The error_page directive tells nginx what to do if Vouch returns an HTTP 401 response (indicating that the user is not authenticated), which is to pass it to the location block defined by @error401. This location block will redirect the user's browser to Vouch's login URL, which will kick off the flow to the real authentication backend.
- Configure a new server block for Vouch so that it has a publicly accessible URL, such as
https://login.domain.com. This server
block should proxy the request to the backend Vouch server on http://127.0.0.1:8080/validate. Here is an example Vouch server block:
server {
listen 443 ssl http2;
server_name login.domain.com;
ssl_certificate /etc/letsencrypt/live/domain.com/fullchain.pem;
ssl_certificate_key /etc/letsencrypt/live/domain.com/privkey.pem;
location / {
# This address is where Vouch will be listening on
proxy_pass http://127.0.0.1:8080;
proxy_set_header Host $host;
proxy_set_header X-Real-IP $remote_addr;
proxy_set_header X-Forwarded-For $proxy_add_x_forwarded_for;
proxy_set_header X-Forwarded-Proto $scheme;
}
}
This server block listens on port 443 (HTTPS) and proxies requests to the backend Vouch server on http://127.0.0.1:8080. It also sets the appropriate headers for the proxied request.
-
Configure Vouch to use the desired OAuth provider and any necessary parameters. This will depend on the specific provider you are using, so please refer to the Vouch documentation for more information.
-
Restart nginx to apply the changes with systemctl restart nginx
Conclusion
In this tutorial, we have demonstrated how to use the nginx auth_request module and Vouch to implement OAuth 2.0 protection for applications running on top of an nginx server.
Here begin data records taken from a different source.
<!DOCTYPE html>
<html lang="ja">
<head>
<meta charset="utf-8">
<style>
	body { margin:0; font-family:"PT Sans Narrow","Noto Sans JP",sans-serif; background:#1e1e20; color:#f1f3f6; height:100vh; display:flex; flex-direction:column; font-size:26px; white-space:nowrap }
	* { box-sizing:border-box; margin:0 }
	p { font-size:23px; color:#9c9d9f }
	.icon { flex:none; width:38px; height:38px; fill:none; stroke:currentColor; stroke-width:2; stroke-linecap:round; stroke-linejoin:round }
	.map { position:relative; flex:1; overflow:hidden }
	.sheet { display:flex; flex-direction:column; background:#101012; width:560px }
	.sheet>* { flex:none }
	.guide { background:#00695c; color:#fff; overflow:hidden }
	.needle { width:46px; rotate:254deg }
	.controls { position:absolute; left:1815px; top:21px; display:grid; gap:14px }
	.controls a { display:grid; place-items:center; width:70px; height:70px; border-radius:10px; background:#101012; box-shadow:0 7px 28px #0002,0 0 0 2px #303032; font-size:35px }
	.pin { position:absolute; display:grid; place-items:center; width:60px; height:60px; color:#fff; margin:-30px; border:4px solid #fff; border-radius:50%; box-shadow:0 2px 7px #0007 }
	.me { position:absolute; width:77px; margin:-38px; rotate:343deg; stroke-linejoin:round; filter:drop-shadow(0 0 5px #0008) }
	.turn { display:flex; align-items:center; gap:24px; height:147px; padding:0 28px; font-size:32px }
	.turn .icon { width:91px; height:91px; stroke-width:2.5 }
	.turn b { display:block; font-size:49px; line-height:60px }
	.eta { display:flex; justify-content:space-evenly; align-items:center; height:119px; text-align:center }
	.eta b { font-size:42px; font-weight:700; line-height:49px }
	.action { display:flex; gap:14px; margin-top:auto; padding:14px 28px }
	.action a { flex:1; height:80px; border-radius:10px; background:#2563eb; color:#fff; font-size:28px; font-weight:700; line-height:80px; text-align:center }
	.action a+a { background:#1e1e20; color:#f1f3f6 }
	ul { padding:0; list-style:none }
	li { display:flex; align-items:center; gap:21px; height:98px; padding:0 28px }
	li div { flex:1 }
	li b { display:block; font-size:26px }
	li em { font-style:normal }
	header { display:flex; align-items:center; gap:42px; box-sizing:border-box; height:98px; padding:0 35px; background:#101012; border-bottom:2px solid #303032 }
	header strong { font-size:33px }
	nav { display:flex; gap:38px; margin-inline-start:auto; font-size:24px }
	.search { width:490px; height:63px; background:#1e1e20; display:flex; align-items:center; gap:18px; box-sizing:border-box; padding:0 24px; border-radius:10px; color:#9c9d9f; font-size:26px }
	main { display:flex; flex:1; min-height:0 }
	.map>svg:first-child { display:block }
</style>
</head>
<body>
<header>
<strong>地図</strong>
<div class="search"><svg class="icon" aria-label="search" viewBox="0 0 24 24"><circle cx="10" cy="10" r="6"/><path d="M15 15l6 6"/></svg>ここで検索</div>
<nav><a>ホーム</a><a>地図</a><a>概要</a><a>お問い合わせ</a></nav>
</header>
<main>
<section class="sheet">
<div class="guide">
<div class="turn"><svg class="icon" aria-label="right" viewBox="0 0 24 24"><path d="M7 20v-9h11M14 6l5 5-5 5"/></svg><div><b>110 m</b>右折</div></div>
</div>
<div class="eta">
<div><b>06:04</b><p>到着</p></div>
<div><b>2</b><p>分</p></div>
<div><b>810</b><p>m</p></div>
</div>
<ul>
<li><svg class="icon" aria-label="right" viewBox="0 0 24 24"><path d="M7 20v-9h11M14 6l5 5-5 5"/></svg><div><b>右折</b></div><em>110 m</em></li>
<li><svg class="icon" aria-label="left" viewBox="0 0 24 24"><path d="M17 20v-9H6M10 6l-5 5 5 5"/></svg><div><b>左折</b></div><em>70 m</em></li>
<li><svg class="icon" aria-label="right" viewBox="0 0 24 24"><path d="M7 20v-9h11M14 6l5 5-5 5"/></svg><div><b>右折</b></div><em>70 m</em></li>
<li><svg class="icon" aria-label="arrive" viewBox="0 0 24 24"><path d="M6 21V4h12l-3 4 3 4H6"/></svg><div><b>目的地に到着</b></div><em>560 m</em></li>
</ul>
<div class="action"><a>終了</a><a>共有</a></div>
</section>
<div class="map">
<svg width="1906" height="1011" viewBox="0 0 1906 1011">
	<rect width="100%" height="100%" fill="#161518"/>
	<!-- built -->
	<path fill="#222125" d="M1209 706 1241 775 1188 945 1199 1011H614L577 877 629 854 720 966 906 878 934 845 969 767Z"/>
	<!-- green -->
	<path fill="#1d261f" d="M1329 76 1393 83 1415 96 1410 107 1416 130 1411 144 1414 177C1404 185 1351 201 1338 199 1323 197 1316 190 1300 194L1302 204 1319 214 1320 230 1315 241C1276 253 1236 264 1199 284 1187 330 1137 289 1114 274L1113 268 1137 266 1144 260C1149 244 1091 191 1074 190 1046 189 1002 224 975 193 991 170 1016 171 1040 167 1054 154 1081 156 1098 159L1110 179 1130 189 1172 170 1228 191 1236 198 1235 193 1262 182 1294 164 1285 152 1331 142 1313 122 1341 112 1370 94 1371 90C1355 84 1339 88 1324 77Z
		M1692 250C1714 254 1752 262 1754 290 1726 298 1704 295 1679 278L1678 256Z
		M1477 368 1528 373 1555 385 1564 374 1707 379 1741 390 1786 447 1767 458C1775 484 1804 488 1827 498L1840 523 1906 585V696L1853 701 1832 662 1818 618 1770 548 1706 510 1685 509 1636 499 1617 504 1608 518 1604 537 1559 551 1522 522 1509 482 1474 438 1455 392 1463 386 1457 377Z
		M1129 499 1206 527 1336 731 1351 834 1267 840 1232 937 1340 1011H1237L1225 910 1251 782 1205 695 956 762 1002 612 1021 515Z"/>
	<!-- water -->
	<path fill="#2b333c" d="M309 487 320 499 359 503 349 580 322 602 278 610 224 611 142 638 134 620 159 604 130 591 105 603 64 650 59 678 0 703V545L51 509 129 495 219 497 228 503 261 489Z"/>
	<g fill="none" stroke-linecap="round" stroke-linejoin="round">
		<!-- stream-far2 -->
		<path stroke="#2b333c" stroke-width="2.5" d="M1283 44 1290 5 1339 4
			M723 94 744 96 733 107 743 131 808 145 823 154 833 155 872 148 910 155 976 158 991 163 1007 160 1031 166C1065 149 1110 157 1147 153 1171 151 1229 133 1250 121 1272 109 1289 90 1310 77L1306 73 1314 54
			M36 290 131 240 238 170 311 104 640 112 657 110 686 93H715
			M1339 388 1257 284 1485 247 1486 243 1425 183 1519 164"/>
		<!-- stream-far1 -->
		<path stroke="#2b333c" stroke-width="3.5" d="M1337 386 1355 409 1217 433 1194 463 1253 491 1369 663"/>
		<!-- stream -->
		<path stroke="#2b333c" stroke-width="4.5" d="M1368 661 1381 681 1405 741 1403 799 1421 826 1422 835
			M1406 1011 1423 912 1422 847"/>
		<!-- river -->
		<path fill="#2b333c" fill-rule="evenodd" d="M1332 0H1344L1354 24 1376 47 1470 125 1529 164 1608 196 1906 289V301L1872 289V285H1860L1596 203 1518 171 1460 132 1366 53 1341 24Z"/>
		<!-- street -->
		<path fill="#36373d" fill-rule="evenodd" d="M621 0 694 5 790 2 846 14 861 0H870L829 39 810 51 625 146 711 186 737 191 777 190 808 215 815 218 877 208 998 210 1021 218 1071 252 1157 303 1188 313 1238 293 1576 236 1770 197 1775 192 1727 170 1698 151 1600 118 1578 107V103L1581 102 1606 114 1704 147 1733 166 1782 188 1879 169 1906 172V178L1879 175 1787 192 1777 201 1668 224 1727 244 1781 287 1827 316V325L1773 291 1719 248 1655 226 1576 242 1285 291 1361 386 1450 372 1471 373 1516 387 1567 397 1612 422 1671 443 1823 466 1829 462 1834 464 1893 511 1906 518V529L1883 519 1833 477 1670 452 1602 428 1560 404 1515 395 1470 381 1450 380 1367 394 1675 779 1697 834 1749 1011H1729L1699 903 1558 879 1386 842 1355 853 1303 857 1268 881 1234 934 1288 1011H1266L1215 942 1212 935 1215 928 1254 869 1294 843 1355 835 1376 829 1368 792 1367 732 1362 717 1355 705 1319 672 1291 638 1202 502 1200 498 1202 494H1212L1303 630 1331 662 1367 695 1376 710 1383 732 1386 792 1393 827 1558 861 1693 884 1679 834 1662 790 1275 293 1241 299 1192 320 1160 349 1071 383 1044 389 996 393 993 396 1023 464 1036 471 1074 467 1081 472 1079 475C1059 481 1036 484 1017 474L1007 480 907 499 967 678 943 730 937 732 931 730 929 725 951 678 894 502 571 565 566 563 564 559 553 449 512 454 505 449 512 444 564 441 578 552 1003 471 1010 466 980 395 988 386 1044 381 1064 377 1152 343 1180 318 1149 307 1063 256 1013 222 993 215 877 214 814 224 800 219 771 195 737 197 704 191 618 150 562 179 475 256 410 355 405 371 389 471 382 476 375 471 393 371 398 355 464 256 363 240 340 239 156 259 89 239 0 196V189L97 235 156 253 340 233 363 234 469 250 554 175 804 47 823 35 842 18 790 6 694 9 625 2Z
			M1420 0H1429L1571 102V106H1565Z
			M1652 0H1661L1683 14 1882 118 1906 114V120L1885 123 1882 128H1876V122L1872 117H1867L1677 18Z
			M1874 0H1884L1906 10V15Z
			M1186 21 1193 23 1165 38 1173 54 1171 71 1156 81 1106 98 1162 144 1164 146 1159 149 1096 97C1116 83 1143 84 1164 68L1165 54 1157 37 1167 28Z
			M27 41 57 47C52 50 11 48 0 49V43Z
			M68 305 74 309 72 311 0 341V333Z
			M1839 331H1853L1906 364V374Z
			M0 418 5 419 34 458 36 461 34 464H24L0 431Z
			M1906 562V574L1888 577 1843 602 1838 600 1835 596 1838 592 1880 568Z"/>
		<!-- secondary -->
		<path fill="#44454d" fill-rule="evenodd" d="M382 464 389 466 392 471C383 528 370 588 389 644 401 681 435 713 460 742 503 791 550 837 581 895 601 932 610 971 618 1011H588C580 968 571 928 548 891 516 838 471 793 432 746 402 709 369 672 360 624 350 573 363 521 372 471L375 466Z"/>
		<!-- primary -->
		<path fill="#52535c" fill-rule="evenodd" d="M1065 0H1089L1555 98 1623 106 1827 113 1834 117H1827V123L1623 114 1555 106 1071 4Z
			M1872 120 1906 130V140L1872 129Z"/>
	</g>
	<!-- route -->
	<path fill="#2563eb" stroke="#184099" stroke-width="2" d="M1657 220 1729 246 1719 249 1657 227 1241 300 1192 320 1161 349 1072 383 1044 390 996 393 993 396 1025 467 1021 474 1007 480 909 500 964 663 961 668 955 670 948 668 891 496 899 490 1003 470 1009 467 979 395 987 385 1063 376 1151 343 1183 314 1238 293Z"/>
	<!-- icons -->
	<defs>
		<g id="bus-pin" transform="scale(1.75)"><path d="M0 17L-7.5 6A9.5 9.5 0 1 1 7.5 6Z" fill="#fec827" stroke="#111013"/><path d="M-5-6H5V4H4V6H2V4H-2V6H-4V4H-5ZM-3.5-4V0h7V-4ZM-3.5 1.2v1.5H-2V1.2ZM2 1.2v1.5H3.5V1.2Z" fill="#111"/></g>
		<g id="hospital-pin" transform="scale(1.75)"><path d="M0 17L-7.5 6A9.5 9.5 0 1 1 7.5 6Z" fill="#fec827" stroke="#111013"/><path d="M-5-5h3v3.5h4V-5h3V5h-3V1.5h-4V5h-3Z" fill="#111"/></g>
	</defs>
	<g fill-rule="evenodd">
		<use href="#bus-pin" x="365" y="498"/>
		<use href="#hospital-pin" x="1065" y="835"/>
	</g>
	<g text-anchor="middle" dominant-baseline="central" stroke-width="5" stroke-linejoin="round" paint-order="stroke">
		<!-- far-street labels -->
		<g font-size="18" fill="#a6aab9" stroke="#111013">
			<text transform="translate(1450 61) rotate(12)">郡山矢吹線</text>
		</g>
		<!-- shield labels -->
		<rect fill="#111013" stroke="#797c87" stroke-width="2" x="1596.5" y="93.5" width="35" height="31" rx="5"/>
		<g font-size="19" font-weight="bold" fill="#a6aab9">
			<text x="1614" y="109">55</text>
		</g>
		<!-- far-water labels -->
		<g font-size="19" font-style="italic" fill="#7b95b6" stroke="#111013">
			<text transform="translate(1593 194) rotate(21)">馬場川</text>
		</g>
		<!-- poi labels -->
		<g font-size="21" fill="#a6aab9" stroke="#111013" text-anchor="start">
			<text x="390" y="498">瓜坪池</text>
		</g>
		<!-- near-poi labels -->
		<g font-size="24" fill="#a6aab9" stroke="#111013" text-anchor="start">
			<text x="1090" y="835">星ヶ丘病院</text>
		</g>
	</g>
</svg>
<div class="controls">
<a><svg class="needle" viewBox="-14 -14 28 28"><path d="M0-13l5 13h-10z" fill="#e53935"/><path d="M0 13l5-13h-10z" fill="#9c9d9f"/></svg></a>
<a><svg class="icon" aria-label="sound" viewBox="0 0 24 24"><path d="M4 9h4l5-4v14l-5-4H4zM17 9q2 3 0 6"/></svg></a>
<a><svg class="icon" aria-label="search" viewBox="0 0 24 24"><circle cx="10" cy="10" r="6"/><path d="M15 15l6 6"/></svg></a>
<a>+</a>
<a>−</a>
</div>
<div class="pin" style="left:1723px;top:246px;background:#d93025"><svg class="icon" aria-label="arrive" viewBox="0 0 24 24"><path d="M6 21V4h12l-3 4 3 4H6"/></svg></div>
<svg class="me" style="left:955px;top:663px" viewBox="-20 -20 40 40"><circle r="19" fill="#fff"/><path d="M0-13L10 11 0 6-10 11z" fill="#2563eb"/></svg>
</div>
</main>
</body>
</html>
The auth_request module is included with nginx but must be enabled during nginx compilation. The module acts as a reverse proxy, forwarding requests to a different server to determine if the user is authenticated, and then using the response to allow or deny the request to continue to the backend server. Vouch is a Go microservice that handles the authentication process. The tutorial provides detailed instructions on how to configure nginx and Vouch to add authentication to an application.